[Records excerpted from a collection]
################
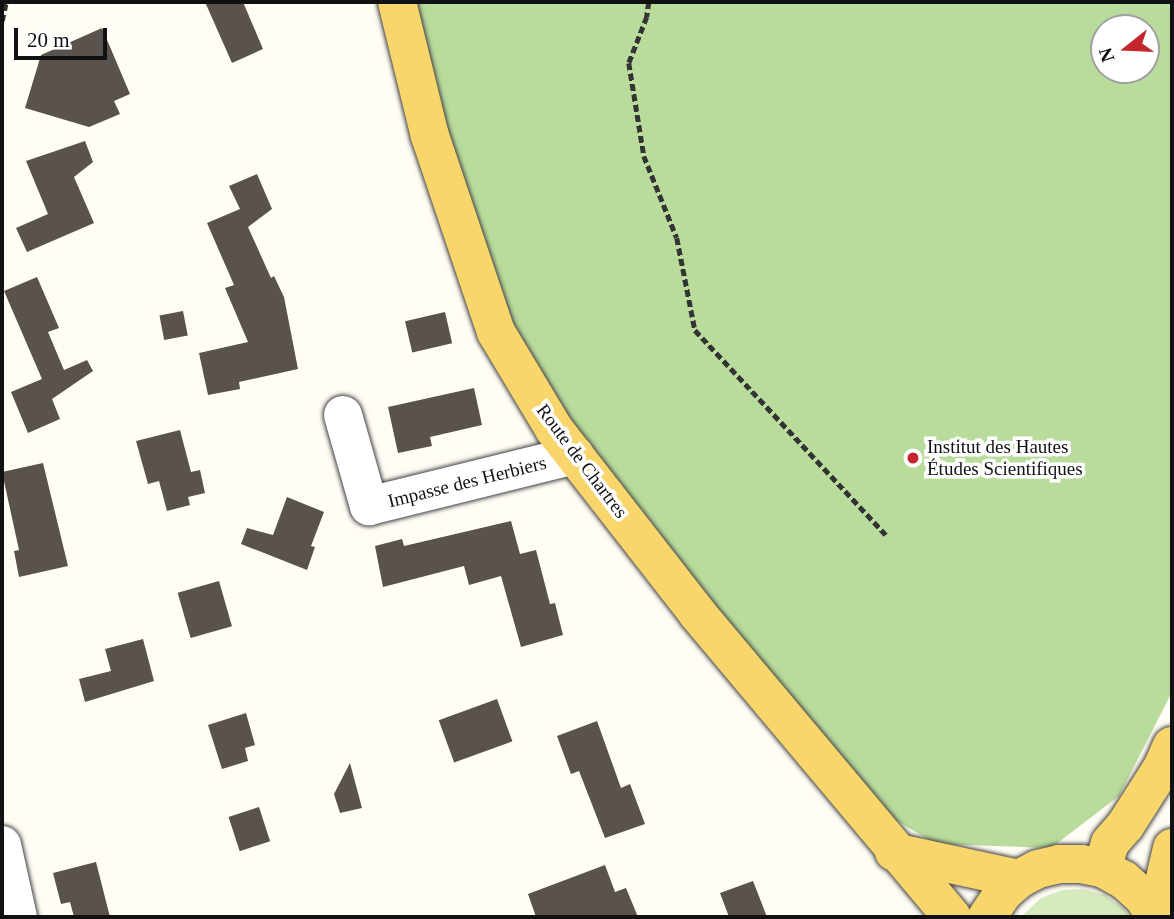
<!DOCTYPE html>
<meta charset="utf-8">
<style>
body{margin:0}
#map{position:relative;width:1174px;height:919px;overflow:hidden;background:#fffdf5;font-family:"Times New Roman",serif}
div>[style]{position:absolute}
.green>*{inset:0;background:#d5ebbd}
.forest>*{inset:0;background:#b9dc9c}
.building>*{inset:0;background:#5a524d;transform-origin:0 0}
.path>*{height:4.5px;margin-top:-2.25px;transform-origin:0;background:repeating-linear-gradient(90deg,#333 0 7px,transparent 0 10.5px)}
.roads{filter:drop-shadow(0 0 2px #444) drop-shadow(0 0 2px #444)}
.minor>*{height:38px;margin:-19px;padding:0 19px;transform-origin:19px;border-radius:19px;background:#fff}
.major>*{height:38px;margin:-19px;padding:0 19px;transform-origin:19px;border-radius:19px;background:#f9d66b}
.dots>*{width:19px;height:19px;translate:-50% -50%;box-sizing:border-box;border:4px solid #fff;border-radius:50%}
span{translate:-50% -50%;white-space:nowrap;text-align:center;line-height:1.15;-webkit-text-stroke:7px #fff;paint-order:stroke}
.poi-label{font-size:19px;color:#111}
.left{translate:0 -50%;text-align:left}
.street-label{font-size:19px;color:#111}
.frame{position:absolute;inset:0;border:4px solid #111;pointer-events:none}
.north{position:absolute;left:1090px;top:14px;width:70px;height:70px;box-sizing:border-box;background:#fff;border:2px solid #a0a0a0;border-radius:50%;rotate:252deg;font-size:19px;font-weight:700;line-height:28px;text-align:center;color:#111}
.north::after{content:'';display:block;margin:auto;width:24px;height:32px;background:#c4262e;clip-path:polygon(50% 0,100% 100%,50% 72%,0 100%)}
.scale{position:absolute;left:14px;top:28px;width:93px;height:32px;box-sizing:border-box;border:4px solid #111;border-top:0;padding-left:9px;font-size:21px;line-height:24px;white-space:nowrap;color:#111;-webkit-text-stroke:5px #fff;paint-order:stroke}
</style>
<div id="map">
<div class="green">
<div style="clip-path:polygon(1084px 889px,1105px 895px,1123px 908px,1130px 917px,1021px 917px,1041px 898px,1062px 890px)"></div>
</div>
<div class="forest">
<div style="clip-path:polygon(evenodd,414px 2px,1172px 2px,1172px 692px,1119px 796px,1051px 848px,936px 844px,877px 809px,593px 457px,508px 320px,439px 123px,414px 2px,1104px 28px,1146px 28px,1146px 70px,1104px 70px,1104px 28px)"></div>
</div>
<div class="building">
<div style="clip-path:polygon(205px 2px,243px 2px,263px 49px,232px 63px)"></div>
<div style="clip-path:polygon(102px 28px,130px 94px,114px 101px,120px 114px,89px 127px,25px 108px,41px 55px)"></div>
<div style="clip-path:polygon(85px 141px,93px 162px,74px 177px,94px 223px,27px 252px,16px 228px,48px 214px,26px 161px)"></div>
<div style="clip-path:polygon(257px 174px,272px 209px,248px 227px,271px 278px,274px 276px,284px 297px,298px 369px,239px 382px,240px 389px,208px 395px,199px 353px,248px 342px,225px 288px,234px 285px,207px 223px,240px 209px,229px 186px)"></div>
<div style="clip-path:polygon(37px 277px,59px 328px,48px 332px,64px 370px,87px 360px,93px 371px,52px 399px,60px 419px,28px 433px,11px 392px,42px 379px,4px 291px)"></div>
<div style="left:183px;top:311px;width:25px;height:24px;rotate:79deg"></div>
<div style="left:445px;top:312px;width:32px;height:41px;rotate:77deg"></div>
<div style="clip-path:polygon(474px 388px,482px 425px,430px 437px,432px 446px,398px 453px,388px 407px)"></div>
<div style="clip-path:polygon(180px 430px,191px 472px,200px 470px,205px 493px,188px 497px,190px 505px,167px 511px,159px 481px,148px 484px,136px 441px)"></div>
<div style="clip-path:polygon(43px 463px,68px 566px,19px 577px,14px 551px,19px 550px,2px 472px)"></div>
<div style="clip-path:polygon(287px 497px,324px 512px,311px 546px,315px 547px,307px 570px,241px 544px,247px 528px,273px 535px)"></div>
<div style="clip-path:polygon(511px 521px,520px 554px,536px 550px,550px 604px,555px 603px,563px 635px,521px 647px,501px 576px,469px 585px,464px 566px,383px 587px,375px 546px,402px 539px,404px 546px)"></div>
<div style="left:219px;top:581px;width:47px;height:43px;rotate:74deg"></div>
<div style="clip-path:polygon(143px 639px,154px 681px,85px 702px,79px 679px,111px 671px,105px 649px)"></div>
<div style="left:497px;top:699px;width:45px;height:62px;rotate:70deg"></div>
<div style="clip-path:polygon(246px 713px,255px 745px,245px 748px,248px 761px,222px 769px,208px 725px)"></div>
<div style="clip-path:polygon(597px 721px,621px 788px,630px 784px,645px 824px,605px 838px,579px 771px,571px 774px,557px 736px)"></div>
<div style="clip-path:polygon(350px 763px,362px 808px,340px 813px,334px 794px)"></div>
<div style="left:259px;top:807px;width:36px;height:32px;rotate:72deg"></div>
<div style="clip-path:polygon(96px 862px,110px 917px,74px 917px,70px 902px,61px 904px,53px 873px)"></div>
<div style="clip-path:polygon(605px 865px,615px 892px,626px 888px,638px 917px,536px 917px,528px 894px)"></div>
<div style="clip-path:polygon(753px 881px,767px 917px,729px 917px,720px 893px)"></div>
</div>
<div class="path">
<div style="left:649px;top:2px;width:15px;rotate:98deg"></div>
<div style="left:647px;top:17px;width:49px;rotate:111.4deg"></div>
<div style="left:629px;top:63px;width:94px;rotate:80.8deg"></div>
<div style="left:644px;top:156px;width:88px;rotate:68.1deg"></div>
<div style="left:677px;top:238px;width:94px;rotate:78.9deg"></div>
<div style="left:695px;top:330px;width:280px;rotate:47deg"></div>
<div style="left:2px;top:21px;width:19px;rotate:-78deg"></div>
</div>
<div class="roads">
<div class="minor">
<div style="left:343px;top:415px;width:95px;rotate:74.1deg"></div>
<div style="left:369px;top:506px;width:212px;rotate:-13.9deg"></div>
<div style="left:2px;top:845px;width:74px;rotate:77.5deg"></div>
</div>
<div class="major">
<div style="left:397px;top:2px;width:138px;rotate:76.2deg"></div>
<div style="left:430px;top:136px;width:207px;rotate:71.4deg"></div>
<div style="left:496px;top:332px;width:113px;rotate:59.1deg"></div>
<div style="left:554px;top:429px;width:233px;rotate:52.1deg"></div>
<div style="left:697px;top:613px;width:397px;rotate:50deg"></div>
<div style="left:894px;top:852px;width:128px;rotate:12.2deg"></div>
<div style="left:1102px;top:868px;width:26px;rotate:-72deg"></div>
<div style="left:1110px;top:843px;width:23px;rotate:-49deg"></div>
<div style="left:1125px;top:826px;width:69px;rotate:-57.5deg"></div>
<div style="left:1162px;top:768px;width:24px;rotate:-66deg"></div>
<div style="left:987px;top:917px;width:29px;rotate:-56deg"></div>
<div style="left:1003px;top:893px;width:21px;rotate:-41deg"></div>
<div style="left:1019px;top:879px;width:21px;rotate:-28deg"></div>
<div style="left:1038px;top:869px;width:22px;rotate:-13deg"></div>
<div style="left:1059px;top:864px;width:22px"></div>
<div style="left:1081px;top:864px;width:21px;rotate:11deg"></div>
<div style="left:1102px;top:868px;width:25px;rotate:29deg"></div>
<div style="left:1124px;top:880px;width:25px;rotate:42deg"></div>
<div style="left:1143px;top:897px;width:24px;rotate:57deg"></div>
<div style="left:1156px;top:917px;width:71px;rotate:-76.9deg"></div>
</div>
</div>
<div class="dots">
<div style="left:913px;top:458px;background:#c4262e"></div>
</div>
<div class="poi-label">
<span class="left" style="left:927px;top:458px">Institut des Hautes<br>Études Scientifiques</span>
</div>
<div class="street-label">
<span style="left:582px;top:461px;rotate:53deg">Route de Chartres</span>
<span style="left:467px;top:482px;rotate:-14deg">Impasse des Herbiers</span>
</div>
<div class="frame"></div>
<div class="north">N</div>
<div class="scale">20 m</div>
</div>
################
▸ Required action: Count the lines above that include the word "street". Reply with that number alone.

▸ Written response: 2